▶ Exercise material:
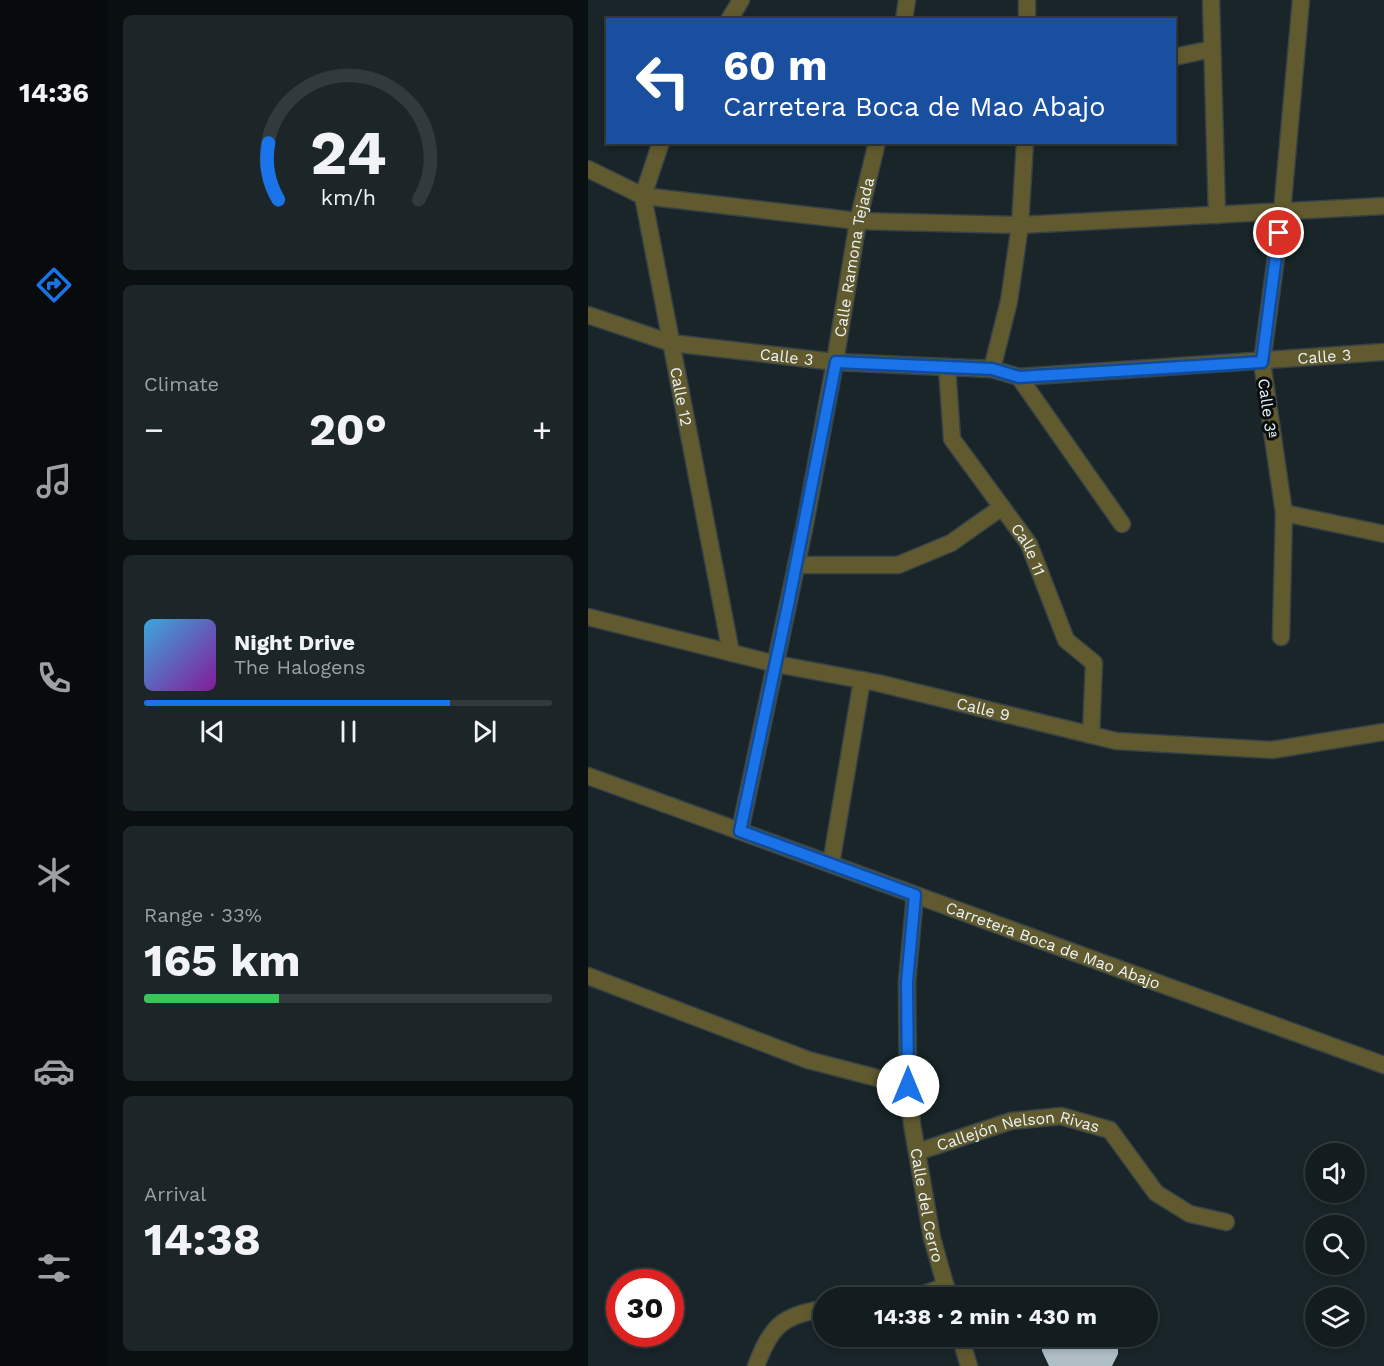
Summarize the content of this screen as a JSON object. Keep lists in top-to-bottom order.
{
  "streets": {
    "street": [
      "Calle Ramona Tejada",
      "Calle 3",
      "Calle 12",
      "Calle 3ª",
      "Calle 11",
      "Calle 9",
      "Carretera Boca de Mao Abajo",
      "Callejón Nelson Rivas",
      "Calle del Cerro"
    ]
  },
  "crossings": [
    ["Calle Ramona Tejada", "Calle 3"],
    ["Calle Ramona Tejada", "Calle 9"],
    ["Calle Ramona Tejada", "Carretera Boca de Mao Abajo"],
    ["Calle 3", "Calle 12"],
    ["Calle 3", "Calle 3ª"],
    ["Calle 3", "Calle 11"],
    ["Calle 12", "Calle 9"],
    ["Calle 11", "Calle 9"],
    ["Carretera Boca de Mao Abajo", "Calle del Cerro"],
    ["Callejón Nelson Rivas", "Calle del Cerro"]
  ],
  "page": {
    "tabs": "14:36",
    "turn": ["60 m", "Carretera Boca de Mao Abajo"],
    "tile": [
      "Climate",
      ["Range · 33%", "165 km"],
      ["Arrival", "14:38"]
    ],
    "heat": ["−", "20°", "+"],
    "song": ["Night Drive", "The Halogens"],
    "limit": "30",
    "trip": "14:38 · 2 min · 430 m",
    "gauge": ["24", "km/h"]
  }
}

▶ Your assignment: Retype the listing above exactly, please. Pictures do not belong in the copy.

▶ Answer box:
Summarize the content of this screen as a JSON object. Keep lists in top-to-bottom order.
{
  "streets": {
    "street": [
      "Calle Ramona Tejada",
      "Calle 3",
      "Calle 12",
      "Calle 3ª",
      "Calle 11",
      "Calle 9",
      "Carretera Boca de Mao Abajo",
      "Callejón Nelson Rivas",
      "Calle del Cerro"
    ]
  },
  "crossings": [
    ["Calle Ramona Tejada", "Calle 3"],
    ["Calle Ramona Tejada", "Calle 9"],
    ["Calle Ramona Tejada", "Carretera Boca de Mao Abajo"],
    ["Calle 3", "Calle 12"],
    ["Calle 3", "Calle 3ª"],
    ["Calle 3", "Calle 11"],
    ["Calle 12", "Calle 9"],
    ["Calle 11", "Calle 9"],
    ["Carretera Boca de Mao Abajo", "Calle del Cerro"],
    ["Callejón Nelson Rivas", "Calle del Cerro"]
  ],
  "page": {
    "tabs": "14:36",
    "turn": ["60 m", "Carretera Boca de Mao Abajo"],
    "tile": [
      "Climate",
      ["Range · 33%", "165 km"],
      ["Arrival", "14:38"]
    ],
    "heat": ["−", "20°", "+"],
    "song": ["Night Drive", "The Halogens"],
    "limit": "30",
    "trip": "14:38 · 2 min · 430 m",
    "gauge": ["24", "km/h"]
  }
}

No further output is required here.